▸ Task item: Restate every line below word for word, but drop each picture.

(Supplied records)

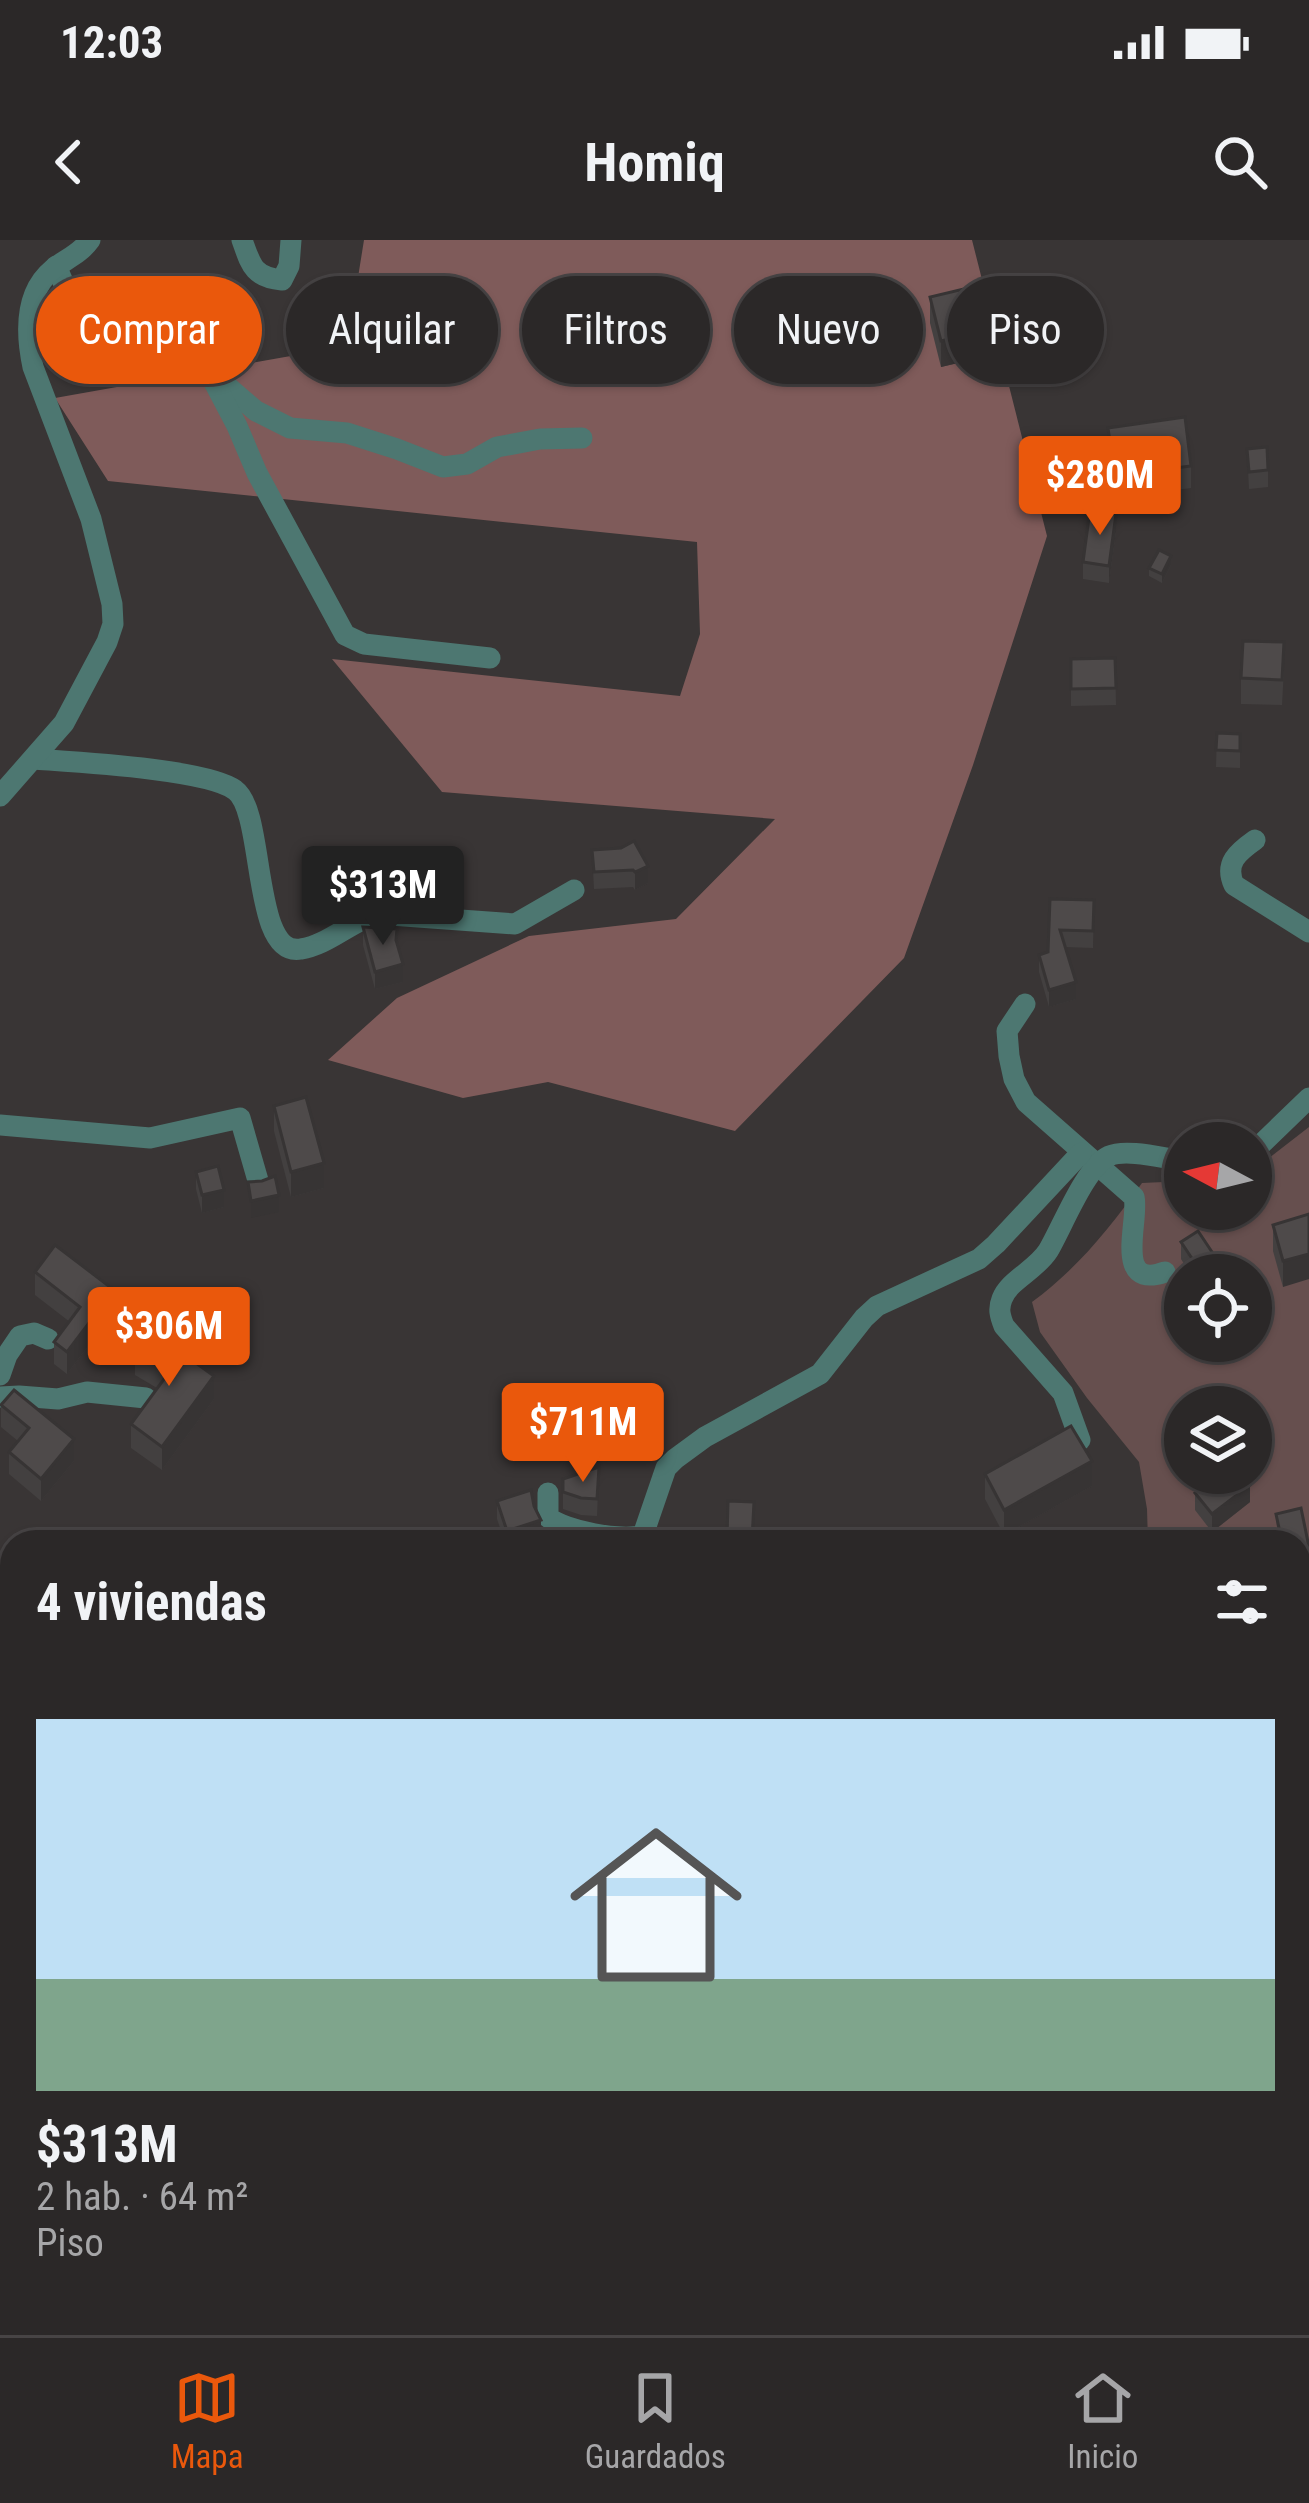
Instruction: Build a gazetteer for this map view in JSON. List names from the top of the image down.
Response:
{
  "north": "left",
  "page": {
    "status": "12:03",
    "header": "Homiq",
    "chip": [
      "Comprar",
      "Alquilar",
      "Filtros",
      "Nuevo",
      "Piso"
    ],
    "price": [
      "$280M",
      "$313M",
      "$306M",
      "$711M"
    ],
    "heading": "4 viviendas",
    "list": [
      {
        "name": "$313M",
        "note": "2 hab. · 64 m² · Piso"
      }
    ],
    "tabs": ["Mapa", "Guardados", "Inicio"]
  }
}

(End Supplied records)

▸ Output of the exercise:
Instruction: Build a gazetteer for this map view in JSON. List names from the top of the image down.
Response:
{
  "north": "left",
  "page": {
    "status": "12:03",
    "header": "Homiq",
    "chip": [
      "Comprar",
      "Alquilar",
      "Filtros",
      "Nuevo",
      "Piso"
    ],
    "price": [
      "$280M",
      "$313M",
      "$306M",
      "$711M"
    ],
    "heading": "4 viviendas",
    "list": [
      {
        "name": "$313M",
        "note": "2 hab. · 64 m² · Piso"
      }
    ],
    "tabs": ["Mapa", "Guardados", "Inicio"]
  }
}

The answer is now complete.